What you should do: What is the number of lines in this data that contain the word "filters"? Give the number alone.

(Saved entries)
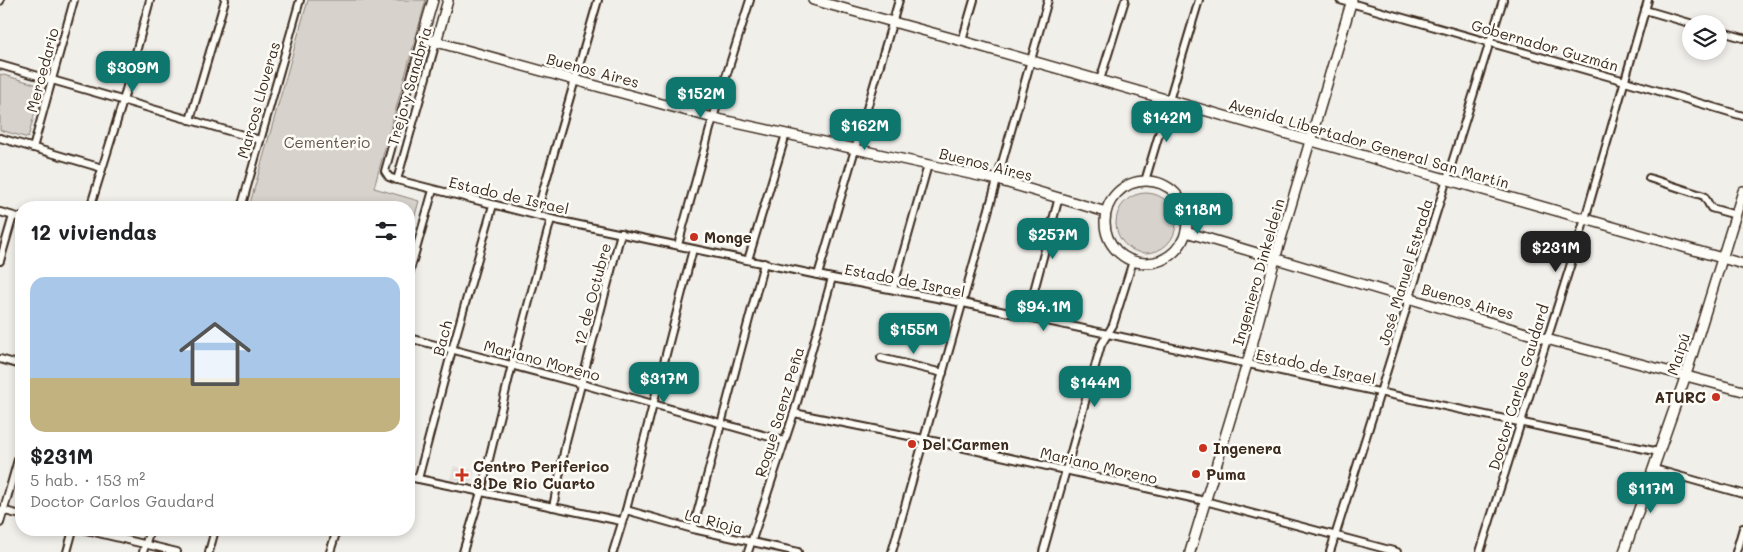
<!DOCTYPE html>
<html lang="es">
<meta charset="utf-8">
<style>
body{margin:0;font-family:Mali,sans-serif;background:#f6f6f6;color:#202124;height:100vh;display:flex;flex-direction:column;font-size:19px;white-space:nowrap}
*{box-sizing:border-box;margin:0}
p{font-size:16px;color:#757577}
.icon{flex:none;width:28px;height:28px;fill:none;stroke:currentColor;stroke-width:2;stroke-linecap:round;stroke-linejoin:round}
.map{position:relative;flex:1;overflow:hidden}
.details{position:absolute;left:15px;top:201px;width:400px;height:335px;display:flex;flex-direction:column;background:#fff;border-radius:20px;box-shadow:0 2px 8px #0003}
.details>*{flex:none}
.tools{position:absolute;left:1682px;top:15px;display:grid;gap:10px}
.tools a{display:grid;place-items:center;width:45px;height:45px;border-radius:50%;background:#fff;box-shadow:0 2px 8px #0003;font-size:25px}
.price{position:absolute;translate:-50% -42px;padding:0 11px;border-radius:10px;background:#0f766e;color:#fff;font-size:16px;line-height:32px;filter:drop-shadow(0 1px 2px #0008)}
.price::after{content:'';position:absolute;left:50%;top:30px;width:15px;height:11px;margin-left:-8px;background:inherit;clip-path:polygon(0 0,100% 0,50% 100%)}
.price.current{background:#222;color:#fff}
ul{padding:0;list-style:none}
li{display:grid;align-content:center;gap:10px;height:265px;padding:0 15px}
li+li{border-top:1px solid #e0e0e0}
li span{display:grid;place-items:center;height:155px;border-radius:15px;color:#555}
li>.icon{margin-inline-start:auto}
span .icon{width:90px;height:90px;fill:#fffc;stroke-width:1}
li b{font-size:21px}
h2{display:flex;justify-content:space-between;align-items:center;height:60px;padding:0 15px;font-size:21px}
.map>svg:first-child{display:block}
.built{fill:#e3e0da}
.green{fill:#d7d2cc;stroke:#897e75}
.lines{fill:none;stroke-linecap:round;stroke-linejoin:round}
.minor-casing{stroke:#3b2a1e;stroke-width:10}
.secondary-casing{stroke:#3b2a1e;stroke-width:12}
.minor{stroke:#fdfcf7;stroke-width:6}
.secondary{stroke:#fdfcf7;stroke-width:9}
.poi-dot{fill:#c8321e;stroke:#fdfcf7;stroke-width:2}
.labels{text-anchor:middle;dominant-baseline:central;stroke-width:5;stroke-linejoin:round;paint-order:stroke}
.street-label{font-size:15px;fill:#3b2a1e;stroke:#fdfcf7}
.park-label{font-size:15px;fill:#62544a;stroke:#fdfcf7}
.poi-label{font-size:15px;font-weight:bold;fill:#3b2a1e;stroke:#fdfcf7;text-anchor:start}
</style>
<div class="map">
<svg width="1743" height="552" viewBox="0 0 1743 552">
<rect width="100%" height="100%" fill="#f1efea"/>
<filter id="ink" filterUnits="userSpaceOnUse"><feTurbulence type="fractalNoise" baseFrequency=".02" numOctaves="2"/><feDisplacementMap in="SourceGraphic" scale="10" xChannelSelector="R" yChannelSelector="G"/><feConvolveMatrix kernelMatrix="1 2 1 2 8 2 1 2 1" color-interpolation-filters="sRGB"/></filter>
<g filter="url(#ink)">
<polygon class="built" points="454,466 474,471 472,483 450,479"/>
<g class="green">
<polygon points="308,0 426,0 374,188 419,201 409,237 409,208 249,207"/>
<polygon points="0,74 42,86 28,138 0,130"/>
<circle cx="1146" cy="223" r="30"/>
</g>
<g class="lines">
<defs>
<g id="minor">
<polyline points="1340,0 1625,81 1743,116"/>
<polyline points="0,1 0,0"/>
<polyline points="1645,10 1693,24"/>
<polyline points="1719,31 1743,38"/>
<polyline points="422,38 385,171 389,177 397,180 551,219 832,278 963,303 1659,452"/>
<polyline points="962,41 974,0"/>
<polyline points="0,65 260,140"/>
<polyline points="1100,80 1125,0"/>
<polyline points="190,120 225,0"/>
<polyline points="0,138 102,168"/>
<polyline points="33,148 74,0"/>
<polyline points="1649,178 1704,196 1711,208 1736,215"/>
<polyline points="397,180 436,42"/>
<polyline points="1145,181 1199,0"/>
<polyline points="90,208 123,101 150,0"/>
<polyline points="241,208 300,0"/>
<polyline points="0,212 21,218"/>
<polyline points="536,215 598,0"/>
<polyline points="678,245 713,118 750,0"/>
<polyline points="748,260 786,134"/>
<polyline points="0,261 13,216"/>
<polyline points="409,274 433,190"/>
<polyline points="818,275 899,0"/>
<polyline points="893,289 928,165"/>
<polyline points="1027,317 1059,197"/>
<polyline points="409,338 582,384 784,441"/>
<polyline points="881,358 943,373"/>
<polyline points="0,359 21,365"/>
<polyline points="794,413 924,439 1205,501 1397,552"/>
<polyline points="1654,469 1743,494"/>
<polyline points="409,477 621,521"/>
<polyline points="418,479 452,350 493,205"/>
<polyline points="553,507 566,442 621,233"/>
<polyline points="1,510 21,515"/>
<polyline points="626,510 693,529 798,552"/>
<polyline points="0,523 21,449"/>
<polyline points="693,529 764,263"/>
<polyline points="86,530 177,552"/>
<polyline points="67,552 73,530"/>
<polyline points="143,552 150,530"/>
<polyline points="209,552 215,530"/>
<polyline points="330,552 337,530"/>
<polyline points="463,552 481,492 512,365 551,219"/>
<polyline points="613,552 626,510 693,249"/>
<polyline points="748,552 794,413 832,278"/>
<polyline points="892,552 1048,0"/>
<polyline points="1043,552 1101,345 1113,325 1133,261"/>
<polyline points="1330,552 1503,0"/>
<polyline points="1480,552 1585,219 1648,0"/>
<polyline points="1736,552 1743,528"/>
</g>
<g id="secondary">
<polyline points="433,0 422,38 713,118 998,180 1106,212"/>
<polyline points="813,0 962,41 1743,264"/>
<polyline points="436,42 448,0"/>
<circle cx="1146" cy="222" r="41"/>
<polyline points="1186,232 1546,339 1743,391"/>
<polyline points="1190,552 1247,364 1275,259 1352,0"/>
<polyline points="1624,552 1686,375 1743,191"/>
</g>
</defs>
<use href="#minor" class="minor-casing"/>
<use href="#secondary" class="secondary-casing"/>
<use href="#minor" class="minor"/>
<use href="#secondary" class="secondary"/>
</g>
</g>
<g class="poi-dot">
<circle cx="694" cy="237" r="5"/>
<circle cx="1716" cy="397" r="5"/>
<circle cx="912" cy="444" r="5"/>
<circle cx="1203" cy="448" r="5"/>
<circle cx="1196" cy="474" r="5"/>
<path d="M459.5 467.5h5v5h5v5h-5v5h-5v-5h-5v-5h5z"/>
</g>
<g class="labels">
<g class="street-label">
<text transform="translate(1545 45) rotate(16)">Gobernador Guzmán</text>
<text transform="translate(42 70) rotate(-75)">Mercedario</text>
<text transform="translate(593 70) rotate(15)">Buenos Aires</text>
<text transform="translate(409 86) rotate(-74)">Trejo y Sanabria</text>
<text transform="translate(258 100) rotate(-74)">Marcos Lloveras</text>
<text transform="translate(1369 143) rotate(16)">Avenida Libertador General San Martín</text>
<text transform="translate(986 164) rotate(14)">Buenos Aires</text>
<text transform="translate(509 195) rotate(13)">Estado de Israel</text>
<text transform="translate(1258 272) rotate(-74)">Ingeniero Dinkeldein</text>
<text transform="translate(1405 272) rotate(-73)">José Manuel Estrada</text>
<text transform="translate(905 280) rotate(11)">Estado de Israel</text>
<text transform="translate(592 294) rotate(-75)">12 de Octubre</text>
<text transform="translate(1468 301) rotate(16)">Buenos Aires</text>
<text transform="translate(442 338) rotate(-75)">Bach</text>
<text transform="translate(1678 354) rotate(-72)">Maipú</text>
<text transform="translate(542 360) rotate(15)">Mariano Moreno</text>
<text transform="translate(1316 366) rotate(12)">Estado de Israel</text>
<text transform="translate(1518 387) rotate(-73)">Doctor Carlos Gaudard</text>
<text transform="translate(779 412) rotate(-73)">Roque Saenz Peña</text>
<text transform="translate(1099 465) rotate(13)">Mariano Moreno</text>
<text transform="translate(714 521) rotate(14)">La Rioja</text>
</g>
<g class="park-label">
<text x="327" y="142">Cementerio</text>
</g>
<g class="poi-label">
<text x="704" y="237">Monge</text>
<text x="1706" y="397" text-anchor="end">ATURC</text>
<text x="922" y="444">Del Carmen</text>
<text x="1213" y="448">Ingenera</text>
<text x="473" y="466">Centro Periferico<tspan x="473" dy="17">3 De Rio Cuarto</tspan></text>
<text x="1206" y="474">Puma</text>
</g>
</g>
</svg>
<div class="tools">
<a><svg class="icon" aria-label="layers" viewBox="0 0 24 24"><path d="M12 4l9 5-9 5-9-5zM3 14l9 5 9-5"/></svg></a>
</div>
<b class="price" style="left:133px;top:93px">$309M</b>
<b class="price" style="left:701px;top:119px">$152M</b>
<b class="price" style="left:1167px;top:143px">$142M</b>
<b class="price" style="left:865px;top:151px">$162M</b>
<b class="price" style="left:1198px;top:235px">$118M</b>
<b class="price" style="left:1053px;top:260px">$257M</b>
<b class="price current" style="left:1556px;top:273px">$231M</b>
<b class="price" style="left:1044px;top:332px">$94.1M</b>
<b class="price" style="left:914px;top:355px">$155M</b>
<b class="price" style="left:664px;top:404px">$317M</b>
<b class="price" style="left:1095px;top:408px">$144M</b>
<b class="price" style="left:1651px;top:514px">$117M</b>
<section class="details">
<h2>12 viviendas<svg class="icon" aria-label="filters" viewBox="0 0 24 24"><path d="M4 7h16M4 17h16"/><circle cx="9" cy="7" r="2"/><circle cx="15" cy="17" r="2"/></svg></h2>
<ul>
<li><span style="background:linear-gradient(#a9c7e8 65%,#c2b280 0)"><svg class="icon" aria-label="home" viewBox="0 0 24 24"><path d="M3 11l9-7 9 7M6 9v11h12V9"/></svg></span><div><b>$231M</b><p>5 hab. · 153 m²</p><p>Doctor Carlos Gaudard</p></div></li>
</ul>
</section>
</div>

The answer: 2